How to use the chart:
In spite of what you think, the drainfield size is not dependent on the number of bathrooms or fixtures in the home. Almost all health departments use the number of bedrooms in a home as a way to size drainfields. The number of people in the house (usually two to a bedroom), and their usual daily water use (usually sixty gallons per person per day), is how the flow rate is established. This flow rate of about three hundred sixty gallons of water use per day inside a three bedroom house determines the amount of sewage that must be sent to the drainfield. Once you have decided what type of soil is found under your future drainfield, look up the drainfield area required for your house size in the chart below and you have the required drainfield size.
Note: Your county may have slightly different sizes.
Drainfield layout requires equal sized trenches. From the septic tank, at least two equal sized trenches or lines must be designed. A single drain line is no longer advised. The separation of flow into two, three or more lines is accomplished with a distribution box or "D-box" to split the flow.
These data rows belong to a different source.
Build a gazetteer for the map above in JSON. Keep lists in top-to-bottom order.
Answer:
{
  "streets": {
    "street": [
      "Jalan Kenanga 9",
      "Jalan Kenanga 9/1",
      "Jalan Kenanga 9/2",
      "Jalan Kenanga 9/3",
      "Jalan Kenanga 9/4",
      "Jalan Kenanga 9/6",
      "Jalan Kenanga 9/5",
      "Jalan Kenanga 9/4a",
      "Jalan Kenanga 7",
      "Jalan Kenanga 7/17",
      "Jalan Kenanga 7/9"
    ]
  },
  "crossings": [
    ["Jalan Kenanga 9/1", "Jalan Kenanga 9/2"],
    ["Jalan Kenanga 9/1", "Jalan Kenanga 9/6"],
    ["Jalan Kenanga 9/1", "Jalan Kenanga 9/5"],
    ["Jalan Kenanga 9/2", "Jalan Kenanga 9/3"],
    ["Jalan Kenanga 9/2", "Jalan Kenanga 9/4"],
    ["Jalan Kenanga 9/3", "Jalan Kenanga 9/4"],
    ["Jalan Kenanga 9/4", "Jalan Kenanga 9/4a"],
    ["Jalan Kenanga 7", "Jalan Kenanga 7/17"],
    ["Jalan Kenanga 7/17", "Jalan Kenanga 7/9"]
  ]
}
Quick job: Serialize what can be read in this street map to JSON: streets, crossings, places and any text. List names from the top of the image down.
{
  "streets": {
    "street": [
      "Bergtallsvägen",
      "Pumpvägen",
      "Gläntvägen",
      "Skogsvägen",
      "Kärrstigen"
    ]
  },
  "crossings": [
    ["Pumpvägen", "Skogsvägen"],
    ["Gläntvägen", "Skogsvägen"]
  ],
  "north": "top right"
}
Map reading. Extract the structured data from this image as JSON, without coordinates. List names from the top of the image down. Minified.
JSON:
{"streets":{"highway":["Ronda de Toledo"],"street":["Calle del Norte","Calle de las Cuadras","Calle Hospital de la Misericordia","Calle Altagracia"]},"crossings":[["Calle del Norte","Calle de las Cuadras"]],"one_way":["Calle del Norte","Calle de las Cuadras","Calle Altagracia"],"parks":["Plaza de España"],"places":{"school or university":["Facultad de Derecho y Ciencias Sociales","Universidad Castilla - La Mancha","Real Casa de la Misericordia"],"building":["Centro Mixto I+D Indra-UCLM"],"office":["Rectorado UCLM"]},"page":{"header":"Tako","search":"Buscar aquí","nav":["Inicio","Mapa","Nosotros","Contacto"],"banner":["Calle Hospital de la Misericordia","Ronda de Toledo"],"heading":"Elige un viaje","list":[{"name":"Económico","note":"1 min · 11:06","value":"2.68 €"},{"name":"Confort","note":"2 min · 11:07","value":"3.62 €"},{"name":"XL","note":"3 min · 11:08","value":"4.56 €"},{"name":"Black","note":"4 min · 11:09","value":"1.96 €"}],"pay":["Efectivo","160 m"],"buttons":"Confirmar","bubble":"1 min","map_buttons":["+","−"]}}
In the D-box pipes are equipped with simple flow control valves in the form of eccentric plugs that evenly split the flow between lines. The effluent (sewage that has gone through the septic tank) flows downhill from the tank outlet, through the D-box and down to the individual trenches where it spills out onto the floor of each trench where treatment starts in the soil at that location. Don't forget, the individual trenches are NOT sloped, but are dead level from one end to the other.
Your local health department rules. Your county health department has rules and guidelines to follow. Sometimes rules are the same as state guidelines, but sometimes more restrictive rules special to your county must be followed. These rules include depths and setbacks and construction details. Such things as how far you can place the drainfield from a water well (usually 100 feet), a building (usually 10 feet), a water line (usually 10 feet), a stream, pond or lake (75 to 100 feet), the septic tank (generally 5 feet), or even a tree (5 to 50 feet depending on species) cuts and banks (varies state to state, and county to county) are spelled out. They will specify how deep the trenches can be (usually no deeper than three feet max from final grade down to the floor of the trench), and even whether you may use the plastic vault technology shown here. The key to getting the correct results from your health department people, is to present your ideas clearly and completely in your drawings. There is often some back and forth with the health department. You may be asked several times to return with fresh drawings to meet all of the site requirements and rules that the department has on its books.
Before you begin drawing your project, you must have all the rules from local health. This may be in the form of a two-page handout or a thick ordinance of dozens of pages.